Drug overdose deaths in the United States reached a record high last year. In 2020, the number of such deaths increased by 30 percent to 93,000, according to the Centers for Disease Control and Prevention (CDC). Furthermore, CDC data show that prevention programs such as the one Oasis provides are effective.

Atlantic City has been under state oversight since 2016, when former Republican Governor Chris Christie and the Democrat-controlled legislature used the city’s economic crisis as a pretext to take over the city. Earlier this year, Murphy signed a bill that extended state oversight by four years.

In a mealy-mouthed statement, Murphy expressed disappointment in the council’s decision and said that his administration would “assess paths forward.” He later claimed not to have authority to reverse the city council’s decision.

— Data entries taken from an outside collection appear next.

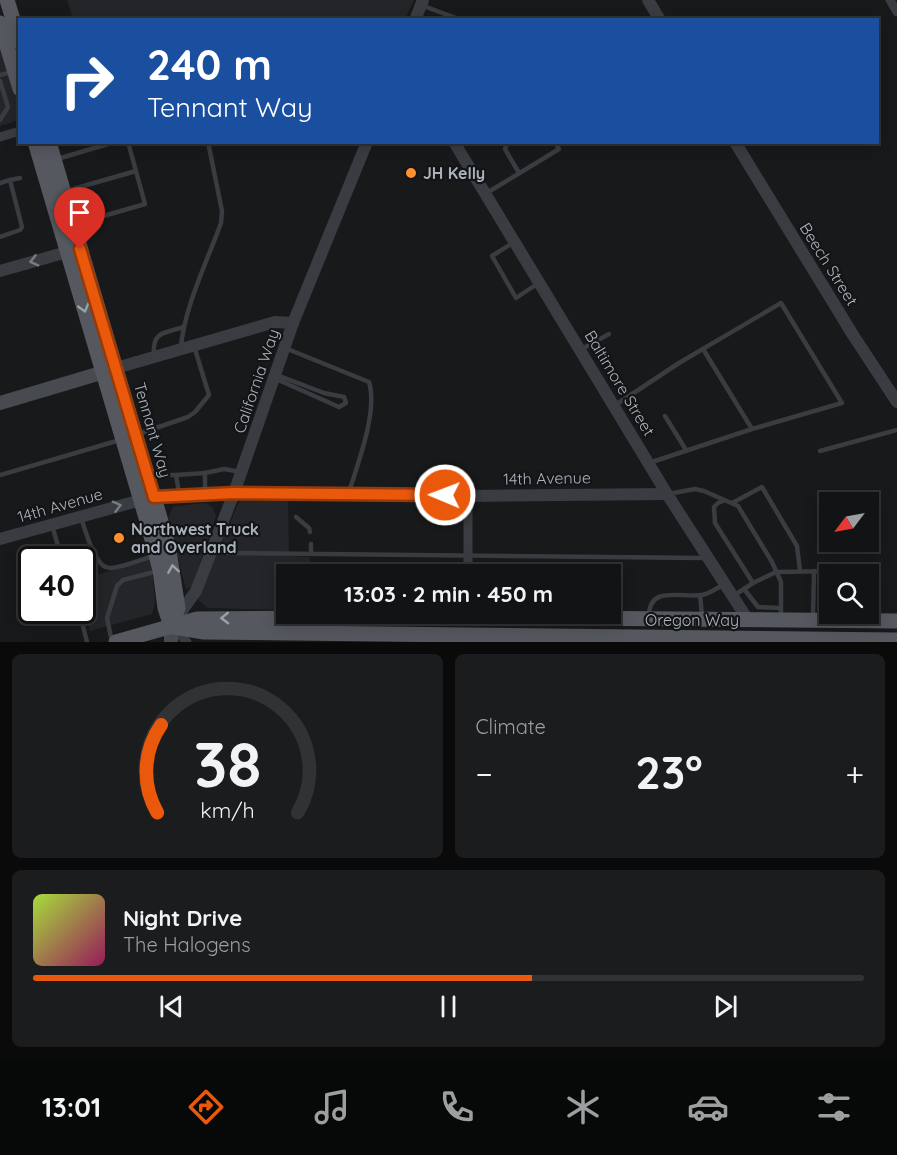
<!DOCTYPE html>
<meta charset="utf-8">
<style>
body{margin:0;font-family:Quicksand,sans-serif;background:#1b1c1d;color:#f1f3f6;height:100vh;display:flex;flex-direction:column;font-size:22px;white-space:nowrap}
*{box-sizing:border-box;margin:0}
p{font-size:20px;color:#9c9ea0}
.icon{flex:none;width:33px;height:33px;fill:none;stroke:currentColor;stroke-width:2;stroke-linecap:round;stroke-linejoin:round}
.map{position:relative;height:642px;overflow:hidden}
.panel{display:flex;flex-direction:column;gap:12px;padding:12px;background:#0a0a0b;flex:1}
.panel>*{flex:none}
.banner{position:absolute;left:18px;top:18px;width:861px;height:126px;border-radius:0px;box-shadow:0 3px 15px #0003,0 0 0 2px #313234;background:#1a4fa0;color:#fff;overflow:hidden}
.needle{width:39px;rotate:238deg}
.fabs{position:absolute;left:819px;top:492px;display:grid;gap:12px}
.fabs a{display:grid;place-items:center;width:60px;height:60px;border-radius:0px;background:#121314;box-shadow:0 3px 15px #0003,0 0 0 2px #313234;font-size:30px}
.speed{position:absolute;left:18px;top:546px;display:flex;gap:12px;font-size:30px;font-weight:700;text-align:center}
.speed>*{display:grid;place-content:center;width:78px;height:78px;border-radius:50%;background:#121314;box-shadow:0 3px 15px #0003,0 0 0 2px #313234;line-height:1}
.speed .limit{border:3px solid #111;border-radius:9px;background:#fff;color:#111}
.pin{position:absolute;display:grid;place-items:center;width:51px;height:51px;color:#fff;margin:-62px -26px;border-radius:50% 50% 50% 0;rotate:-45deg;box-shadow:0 0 6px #0007}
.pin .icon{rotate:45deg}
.me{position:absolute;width:66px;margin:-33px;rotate:271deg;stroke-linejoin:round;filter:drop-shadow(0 0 4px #0008)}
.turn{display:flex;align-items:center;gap:21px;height:126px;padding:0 30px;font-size:27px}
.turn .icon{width:78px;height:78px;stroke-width:2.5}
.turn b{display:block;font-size:42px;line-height:51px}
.big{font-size:45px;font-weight:700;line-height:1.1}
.panel .widget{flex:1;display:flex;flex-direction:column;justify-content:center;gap:9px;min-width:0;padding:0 21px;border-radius:9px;background:#1b1c1d}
.panel .dial{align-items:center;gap:0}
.dial svg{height:156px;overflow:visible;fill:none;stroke:#313234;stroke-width:7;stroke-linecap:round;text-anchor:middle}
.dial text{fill:#f1f3f6;stroke:none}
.song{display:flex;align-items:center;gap:18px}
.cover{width:72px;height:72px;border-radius:9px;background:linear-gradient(135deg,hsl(80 70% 55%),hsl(330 70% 35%))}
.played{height:6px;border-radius:3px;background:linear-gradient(90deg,#ea580c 60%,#313234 60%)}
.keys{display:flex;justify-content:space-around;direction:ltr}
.heat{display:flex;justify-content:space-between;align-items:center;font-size:33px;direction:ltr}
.panel .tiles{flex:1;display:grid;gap:12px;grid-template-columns:1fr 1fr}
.widget:last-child{grid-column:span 2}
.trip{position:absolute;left:276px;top:564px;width:345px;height:60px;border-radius:0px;background:#121314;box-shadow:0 3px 15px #0003,0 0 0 2px #313234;font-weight:700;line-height:60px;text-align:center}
.menu{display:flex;height:96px;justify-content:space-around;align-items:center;background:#070808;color:#9c9ea0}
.menu .icon{width:42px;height:42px}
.menu .on{color:#ea580c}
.menu b{font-size:27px;color:#f1f3f6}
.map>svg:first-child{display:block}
.built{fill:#242528}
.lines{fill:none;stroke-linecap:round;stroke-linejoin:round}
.service{stroke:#393c40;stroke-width:4.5}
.minor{stroke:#393c40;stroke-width:9}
.tertiary{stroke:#393c40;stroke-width:12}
.secondary{stroke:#474b50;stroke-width:14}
.primary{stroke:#55595f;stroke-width:15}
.oneway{stroke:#777d84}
.oneway2{stroke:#99a1a9}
.route-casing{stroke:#983908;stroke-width:15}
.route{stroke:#ea580c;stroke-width:10}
.poi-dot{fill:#ff902d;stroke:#131416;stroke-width:2}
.labels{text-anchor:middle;stroke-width:4.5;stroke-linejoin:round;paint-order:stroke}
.poi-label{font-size:16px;font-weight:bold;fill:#aab3bb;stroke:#131416;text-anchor:start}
.street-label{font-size:16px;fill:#aab3bb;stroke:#131416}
</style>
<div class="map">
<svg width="897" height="642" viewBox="0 0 897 642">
<rect width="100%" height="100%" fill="#18191b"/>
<g class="built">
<polygon points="67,0 414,0 405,19 73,20"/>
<polygon points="0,49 20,108 19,120 0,126"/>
<polygon points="244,499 288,500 289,556 310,557 310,574 286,574 286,610 208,608 199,601 198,597 239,502"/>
<polygon points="206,503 213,508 216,516 192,587 186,590 169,522 169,516 173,507 176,506"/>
<polygon points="151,559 155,602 152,614 90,631 83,607 82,579"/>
</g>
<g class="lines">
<g class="service">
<polyline points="421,5 461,20"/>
<polyline points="23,20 33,20"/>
<polyline points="0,75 12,72"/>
<polyline points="0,81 8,107 0,120"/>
<polyline points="508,142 505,149 519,173"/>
<polyline points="57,159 115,142"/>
<polyline points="0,183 10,180"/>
<polyline points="66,191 136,171"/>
<polyline points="485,194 559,149 555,142"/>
<polyline points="76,224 145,204 128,142"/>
<polyline points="0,237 20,230 22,227 10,180 20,178"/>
<polyline points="514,242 492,256 516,298 537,284"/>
<path d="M181,347C184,308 208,259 221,223L222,211L208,142"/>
<path d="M285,348L369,382C378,411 358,463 349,492"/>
<polyline points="703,349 752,429"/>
<polyline points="580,350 609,334"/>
<path d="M154,354C152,331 165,333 184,327"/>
<polyline points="274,378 339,407 346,403 344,397 324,393 277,375"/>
<polyline points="614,406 679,363 781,303 842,403 752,429 649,463"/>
<polyline points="665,416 686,450"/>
<polyline points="138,434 188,417 195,412 209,395 194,346"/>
<polyline points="820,451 897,430"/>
<polyline points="205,473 224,469 241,472"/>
<polyline points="0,475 120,440"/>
<polyline points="152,475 176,475 179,493"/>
<polyline points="176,475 205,473 205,493"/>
<polyline points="668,494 695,489 704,491 738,506 772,562 781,582 781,617"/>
<polyline points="723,501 718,503 714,507 715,523 753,583 776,572 837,571 839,574"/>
<polyline points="732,503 762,487 797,546 800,571"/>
<polyline points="296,517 309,528 310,532"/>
<path d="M81,518C86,531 95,570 111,568C125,567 140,560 153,556"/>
<polyline points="52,525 62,560"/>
<polyline points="311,544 311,554"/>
<polyline points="215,549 228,553 704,558"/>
<polyline points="744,589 758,607 781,608"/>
<polyline points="700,595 702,616"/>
<polyline points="733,596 753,583"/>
<polyline points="79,610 87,642"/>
<path d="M649,616C649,585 681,598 702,595C709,594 717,588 723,585"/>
<polyline points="813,617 814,571"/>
<polyline points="112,642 107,618 117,586 123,580 158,571"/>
</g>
<g class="minor">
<polyline points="890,0 897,12"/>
<polyline points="0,137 20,131"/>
<polyline points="468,574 468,496"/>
<polyline points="174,629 187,642"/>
</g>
<g class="tertiary">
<polyline points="648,0 660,20"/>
<polyline points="415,20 423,0"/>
<polyline points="454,142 667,494 748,620"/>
<polyline points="735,142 853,335 897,402"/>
<polyline points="0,271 74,250"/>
<polyline points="116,368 275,322 293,323"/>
<polyline points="0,539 141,500 179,495 234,493 468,496 667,494"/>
<polyline points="176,619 196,591 234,493 293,323 367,142"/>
</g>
<g class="secondary">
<polyline points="0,403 111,370"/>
<polyline points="171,626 171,642"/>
</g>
<g class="primary">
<polyline points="7,0 20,42"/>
<polyline points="0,23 20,89"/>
<polyline points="35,142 149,528 160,570 165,608 171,626"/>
<polyline points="49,142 168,545 178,608 171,626"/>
<polyline points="174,627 204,632 897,640"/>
<polyline points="116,642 197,619 467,617 897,621"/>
</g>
</g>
<defs><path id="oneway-chevron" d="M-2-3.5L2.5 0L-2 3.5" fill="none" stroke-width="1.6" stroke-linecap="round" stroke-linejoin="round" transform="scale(1.5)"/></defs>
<g class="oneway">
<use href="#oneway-chevron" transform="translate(34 261) rotate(165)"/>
<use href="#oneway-chevron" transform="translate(117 506) rotate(-14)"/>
</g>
<g class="oneway2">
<use href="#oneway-chevron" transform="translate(84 308) rotate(74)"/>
<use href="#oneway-chevron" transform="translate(173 569) rotate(-99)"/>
<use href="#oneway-chevron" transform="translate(225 618) rotate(179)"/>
</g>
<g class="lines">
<defs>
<polyline id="route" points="80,249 154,497 234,493 445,495"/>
</defs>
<use href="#route" class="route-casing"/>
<use href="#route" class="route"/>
</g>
<g class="poi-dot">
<circle cx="411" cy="173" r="6"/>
<circle cx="119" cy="538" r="6"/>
</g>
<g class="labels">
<g class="poi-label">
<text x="423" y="179">JH Kelly</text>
<text x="131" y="535">Northwest Truck<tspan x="131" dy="18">and Overland</tspan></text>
</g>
<g class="street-label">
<text transform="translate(829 264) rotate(58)" y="6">Beech Street</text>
<text transform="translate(256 381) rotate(-71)" y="6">California Way</text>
<text transform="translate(620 383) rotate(59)" y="6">Baltimore Street</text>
<text transform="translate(153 430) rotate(74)" y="6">Tennant Way</text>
<text transform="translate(547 478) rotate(-1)" y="6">14th Avenue</text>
<text transform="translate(60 505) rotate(-16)" y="6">14th Avenue</text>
<text x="692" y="626">Oregon Way</text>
</g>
</g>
</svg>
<div class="fabs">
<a><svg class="needle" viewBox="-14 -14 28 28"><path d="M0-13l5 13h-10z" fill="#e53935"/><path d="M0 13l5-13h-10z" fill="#9c9ea0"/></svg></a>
<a><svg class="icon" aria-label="search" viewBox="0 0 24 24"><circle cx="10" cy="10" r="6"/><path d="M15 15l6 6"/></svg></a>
</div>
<div class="speed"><div class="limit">40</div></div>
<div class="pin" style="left:80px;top:249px;background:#d93025"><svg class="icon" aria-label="arrive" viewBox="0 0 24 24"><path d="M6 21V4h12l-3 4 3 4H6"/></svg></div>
<svg class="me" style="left:445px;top:495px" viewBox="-20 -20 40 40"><circle r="17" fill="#ea580c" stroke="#fff" stroke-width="3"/><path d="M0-11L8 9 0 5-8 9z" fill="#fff"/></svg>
<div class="trip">13:03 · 2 min · 450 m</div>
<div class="banner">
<div class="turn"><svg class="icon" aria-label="right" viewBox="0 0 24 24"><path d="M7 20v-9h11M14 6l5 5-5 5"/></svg><div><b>240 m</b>Tennant Way</div></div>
</div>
</div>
<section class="panel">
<div class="tiles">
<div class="widget dial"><svg viewBox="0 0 100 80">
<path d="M14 69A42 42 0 1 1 86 69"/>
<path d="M14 69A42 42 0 0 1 16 24" stroke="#ea580c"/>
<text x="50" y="56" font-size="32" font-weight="700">38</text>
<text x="50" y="72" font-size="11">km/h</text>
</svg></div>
<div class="widget"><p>Climate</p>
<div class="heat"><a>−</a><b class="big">23°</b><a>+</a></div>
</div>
<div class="widget">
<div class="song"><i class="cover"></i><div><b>Night Drive</b><p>The Halogens</p></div></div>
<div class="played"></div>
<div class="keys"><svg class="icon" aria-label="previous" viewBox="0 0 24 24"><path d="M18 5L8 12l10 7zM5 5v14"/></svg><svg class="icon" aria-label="pause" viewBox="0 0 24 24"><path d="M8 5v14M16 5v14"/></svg><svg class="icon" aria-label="next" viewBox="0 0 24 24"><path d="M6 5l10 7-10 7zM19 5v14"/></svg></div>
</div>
</div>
</section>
<nav class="menu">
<b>13:01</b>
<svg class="icon on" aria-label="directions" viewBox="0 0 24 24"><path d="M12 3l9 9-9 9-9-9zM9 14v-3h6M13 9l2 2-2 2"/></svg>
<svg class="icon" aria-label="music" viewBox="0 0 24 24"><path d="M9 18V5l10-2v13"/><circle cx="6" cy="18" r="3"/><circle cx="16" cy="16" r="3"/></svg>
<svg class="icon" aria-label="phone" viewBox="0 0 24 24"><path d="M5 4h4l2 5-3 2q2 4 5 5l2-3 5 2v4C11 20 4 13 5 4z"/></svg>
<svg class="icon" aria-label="climate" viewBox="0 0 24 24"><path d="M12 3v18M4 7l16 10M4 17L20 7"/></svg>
<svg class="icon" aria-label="car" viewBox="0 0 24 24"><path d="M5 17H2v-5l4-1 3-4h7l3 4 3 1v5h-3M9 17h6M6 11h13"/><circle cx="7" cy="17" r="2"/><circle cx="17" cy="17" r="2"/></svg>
<svg class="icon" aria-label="filters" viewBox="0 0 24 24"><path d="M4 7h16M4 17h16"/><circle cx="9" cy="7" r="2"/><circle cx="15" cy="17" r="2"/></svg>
</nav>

However, Assembly member Vincent Mazzeo, the lead sponsor of the bill that Murphy signed to prolong state oversight, told Politico that, “The governor can veto any action of the council of Atlantic City.”

Murphy, a multimillionaire and former Goldman Sachs executive, defends the interests of New Jersey’s financial elite, which is diametrically opposed to those of the working class. He has proved his willingness to sacrifice public health to keep share values high on Wall Street throughout the pandemic. In addition to presiding over the above attacks, he has refused to close schools to stem the spread of COVID-19 and allowed prison inmates to be held in abusive conditions.

Ciattarelli, Murphy’s challenger in the gubernatorial election, has had a long political career that includes service on the Financial Institutions and Insurance committee in the state Assembly. He is running a right-wing campaign that includes proposals to cut the state workforce by 5 to 10 percent and to terminate additional unemployment benefits from the federal government.

The record of the Murphy administration and Ciattarelli’s proposals make clear that the interests of the working class find no expression within the framework of capitalist politics.